Of course, a kilogram of meat packs many more calories than the equivalent weight of fruit, but even if you compare the ratio of water per calorie of available food energy, beef is 5 times more water-intensive than fruit, 7 times more than veggies and 20 times more than cereal. Are there any downsides to a vegetarian diet? We’ll be left with a cheap source for many by-product of livestock leather from animal hides or animal fats, which are used in cosmetics, candles and detergents. Vegetable-based alternatives do exist, their production would mean more land dedicated to growing crops and less restored to its natural state.

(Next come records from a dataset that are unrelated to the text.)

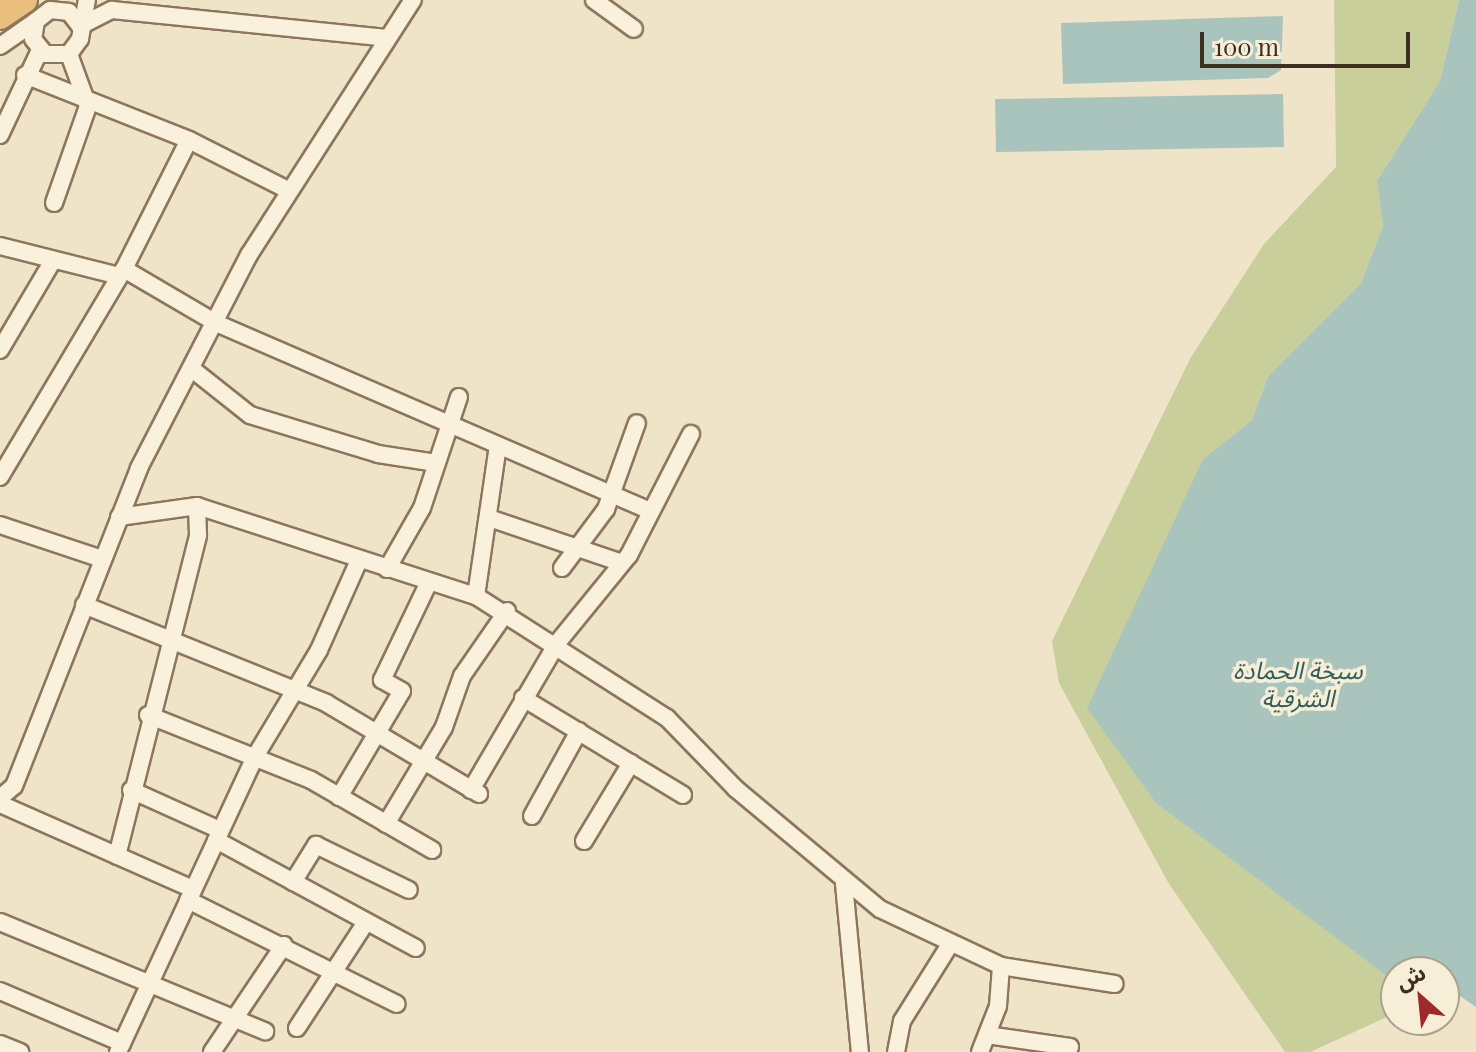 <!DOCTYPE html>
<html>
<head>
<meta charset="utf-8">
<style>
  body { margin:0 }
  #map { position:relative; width:1476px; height:1052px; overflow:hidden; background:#f0e4c8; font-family:"Playfair Display","Noto Sans Arabic",serif }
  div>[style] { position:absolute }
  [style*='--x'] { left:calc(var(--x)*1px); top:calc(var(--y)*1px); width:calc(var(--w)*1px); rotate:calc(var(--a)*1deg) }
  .green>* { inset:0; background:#c9cf9b }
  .water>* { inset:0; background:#a9c4bc; transform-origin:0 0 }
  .roads { filter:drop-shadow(2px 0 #8d765c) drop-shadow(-2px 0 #8d765c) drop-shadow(0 2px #8d765c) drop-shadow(0 -2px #8d765c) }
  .minor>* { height:16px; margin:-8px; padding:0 8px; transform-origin:8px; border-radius:8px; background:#faf1dc }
  .trunk>* { height:26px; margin:-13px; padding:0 13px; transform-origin:13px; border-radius:13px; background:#eabe7c }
  span { translate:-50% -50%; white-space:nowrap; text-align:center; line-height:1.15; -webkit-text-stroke:7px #f7eed8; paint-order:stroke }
  .water-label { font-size:24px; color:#2f5d5a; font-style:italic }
  .north { position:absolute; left:1380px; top:956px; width:80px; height:80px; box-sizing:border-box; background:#f7eed8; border:2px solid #ada18e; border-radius:50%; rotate:333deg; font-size:22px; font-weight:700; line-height:32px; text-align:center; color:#3d2e20 }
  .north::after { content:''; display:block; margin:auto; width:28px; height:36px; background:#9e2a2b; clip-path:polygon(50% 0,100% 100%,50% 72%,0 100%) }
  .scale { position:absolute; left:1200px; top:32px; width:210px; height:36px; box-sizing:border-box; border:4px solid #3d2e20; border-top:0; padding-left:10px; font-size:24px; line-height:28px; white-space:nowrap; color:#3d2e20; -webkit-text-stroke:6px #f7eed8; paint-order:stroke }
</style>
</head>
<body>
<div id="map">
  <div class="green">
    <i style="clip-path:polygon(1334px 0,1459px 0,1440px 81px,1377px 181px,1383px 226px,1361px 283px,1268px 376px,1252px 420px,1203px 459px,1136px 610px,1387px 975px,1396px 976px,1396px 1013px,1310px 1052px,1285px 1052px,1169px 884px,1059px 683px,1052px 641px,1191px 357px,1264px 244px,1336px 167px)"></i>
  </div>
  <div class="water">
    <i style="clip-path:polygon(1459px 0,1476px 0,1476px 1007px,1444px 985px,1444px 972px,1387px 976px,1156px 803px,1087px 708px,1203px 459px,1252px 420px,1268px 376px,1361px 283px,1383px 226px,1377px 181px,1440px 81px)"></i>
    <i style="clip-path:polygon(1283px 16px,1281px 70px,1268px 78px,1063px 84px,1061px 23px)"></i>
    <i style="left:1283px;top:94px;width:53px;height:288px;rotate:89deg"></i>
  </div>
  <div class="roads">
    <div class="minor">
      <i style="--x:594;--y:0;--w:49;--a:35.9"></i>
      <i style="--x:80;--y:26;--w:36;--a:-27"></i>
      <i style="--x:112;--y:10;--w:276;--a:5.8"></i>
      <i style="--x:80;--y:26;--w:18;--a:-128"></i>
      <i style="--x:69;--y:12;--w:19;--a:-174"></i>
      <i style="--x:50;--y:10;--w:18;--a:142"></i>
      <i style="--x:36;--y:21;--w:18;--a:99"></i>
      <i style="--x:33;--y:39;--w:19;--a:51"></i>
      <i style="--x:45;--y:54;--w:24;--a:0"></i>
      <i style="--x:69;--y:54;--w:19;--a:-54"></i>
      <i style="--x:80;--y:39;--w:40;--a:-80"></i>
      <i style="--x:0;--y:46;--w:44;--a:-34.8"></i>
      <i style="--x:25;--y:75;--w:176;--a:21.6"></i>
      <i style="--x:189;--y:140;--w:111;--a:26.8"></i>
      <i style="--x:0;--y:135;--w:94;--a:-64.8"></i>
      <i style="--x:54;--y:203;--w:103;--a:-70.7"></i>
      <i style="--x:88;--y:106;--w:55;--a:-110.1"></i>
      <i style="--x:0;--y:246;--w:123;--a:14.1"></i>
      <i style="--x:124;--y:269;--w:107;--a:30.4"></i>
      <i style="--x:216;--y:323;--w:474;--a:23.4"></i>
      <i style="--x:0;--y:350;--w:102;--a:-59.4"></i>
      <i style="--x:192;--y:369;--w:74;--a:38.4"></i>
      <i style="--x:250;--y:415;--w:134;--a:16.9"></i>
      <i style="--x:378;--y:454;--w:59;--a:8.8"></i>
      <i style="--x:0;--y:477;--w:242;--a:-59.2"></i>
      <i style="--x:124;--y:269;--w:144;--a:-63.3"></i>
      <i style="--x:119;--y:517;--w:79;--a:-8"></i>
      <i style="--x:197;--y:506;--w:293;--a:17.9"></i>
      <i style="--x:476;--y:596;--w:227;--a:32.6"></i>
      <i style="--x:667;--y:718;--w:99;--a:45.8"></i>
      <i style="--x:736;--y:789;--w:187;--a:39.8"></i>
      <i style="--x:880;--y:909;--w:134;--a:25.2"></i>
      <i style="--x:1001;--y:966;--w:115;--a:9"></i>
      <i style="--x:492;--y:519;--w:137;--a:18.7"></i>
      <i style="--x:0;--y:525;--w:108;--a:18.4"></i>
      <i style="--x:562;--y:568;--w:74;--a:-53.3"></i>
      <i style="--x:606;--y:509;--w:91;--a:-70.2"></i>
      <i style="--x:387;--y:569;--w:70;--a:-60.2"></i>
      <i style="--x:422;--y:508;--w:117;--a:-71.6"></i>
      <i style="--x:476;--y:596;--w:152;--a:-81.7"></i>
      <i style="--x:84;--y:605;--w:261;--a:22"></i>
      <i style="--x:326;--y:703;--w:178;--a:30.7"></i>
      <i style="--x:523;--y:698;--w:187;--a:31.2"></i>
      <i style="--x:148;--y:715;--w:175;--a:21.7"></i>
      <i style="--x:311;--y:780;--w:140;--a:30"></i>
      <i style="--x:131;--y:790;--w:98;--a:24.2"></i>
      <i style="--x:471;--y:790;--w:172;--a:-59.6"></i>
      <i style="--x:558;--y:642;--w:112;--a:-50.8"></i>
      <i style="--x:629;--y:555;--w:136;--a:-62.9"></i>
      <i style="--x:339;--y:797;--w:123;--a:-59.3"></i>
      <i style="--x:402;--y:691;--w:23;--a:-151"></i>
      <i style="--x:382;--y:680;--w:109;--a:-64.4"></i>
      <i style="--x:0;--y:798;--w:18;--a:-41"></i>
      <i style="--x:14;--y:786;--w:342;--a:-68.5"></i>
      <i style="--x:139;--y:468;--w:240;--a:-62.7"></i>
      <i style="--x:249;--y:255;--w:303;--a:-57.3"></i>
      <i style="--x:0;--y:804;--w:211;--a:23.8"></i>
      <i style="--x:532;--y:816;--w:97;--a:-61.1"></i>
      <i style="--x:386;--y:824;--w:113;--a:-59.1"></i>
      <i style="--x:444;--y:727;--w:54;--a:-70.6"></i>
      <i style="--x:462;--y:676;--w:79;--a:-55.3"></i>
      <i style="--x:216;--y:840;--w:227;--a:28.4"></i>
      <i style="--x:584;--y:841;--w:91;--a:-58.9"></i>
      <i style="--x:117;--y:856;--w:331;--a:-75.8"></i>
      <i style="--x:198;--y:535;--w:29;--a:-92"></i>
      <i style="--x:293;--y:882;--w:44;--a:-58.1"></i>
      <i style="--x:316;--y:845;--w:103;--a:25.8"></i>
      <i style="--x:844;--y:884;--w:169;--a:84.6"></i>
      <i style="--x:188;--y:900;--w:233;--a:26.5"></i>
      <i style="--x:0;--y:922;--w:287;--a:22.4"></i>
      <i style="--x:0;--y:991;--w:133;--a:23.1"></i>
      <i style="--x:297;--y:1028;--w:126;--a:-56.9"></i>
      <i style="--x:987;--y:1035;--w:84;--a:8.2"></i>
      <i style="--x:0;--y:1044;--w:22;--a:22"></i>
      <i style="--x:118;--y:1052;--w:327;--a:-65.1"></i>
      <i style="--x:256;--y:755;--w:122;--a:-59"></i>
      <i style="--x:319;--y:650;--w:98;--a:-66"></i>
      <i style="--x:212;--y:1052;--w:129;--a:-56.1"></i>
      <i style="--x:896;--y:1052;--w:32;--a:-79"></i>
      <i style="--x:902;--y:1021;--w:92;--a:-57.9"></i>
      <i style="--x:980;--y:1052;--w:49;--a:-68.6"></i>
      <i style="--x:998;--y:1006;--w:40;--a:-85.7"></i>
    </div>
    <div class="trunk">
      <i style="--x:0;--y:16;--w:29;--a:-34"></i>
    </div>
  </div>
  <div class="water-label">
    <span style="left:1298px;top:684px">سبخة الحمادة<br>الشرقية</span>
  </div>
  <div class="north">ش</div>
  <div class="scale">100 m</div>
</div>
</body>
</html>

A more complicated fact is that raising and processing animals is a full-time job for more than a million people. Most of whom are small-scale farmers in the developing world. Some maybe also moved to producing milk or eggs or even growing vegetables crops. Many will be faced with their way of life becoming obsolete. Any increase in vegetarianism is likely to be a gradual process rather than a sudden cut off. Surprisingly, the trends are in the opposite direction. In places like India and China, people are becoming wealthier and as a result are consuming more meat which effectively cancels out the decline we see in other countries.
– Saurabh Mukherjea is CEO, and Prashant Mittal is Strategist, at Ambit Capital. Views expressed are personal.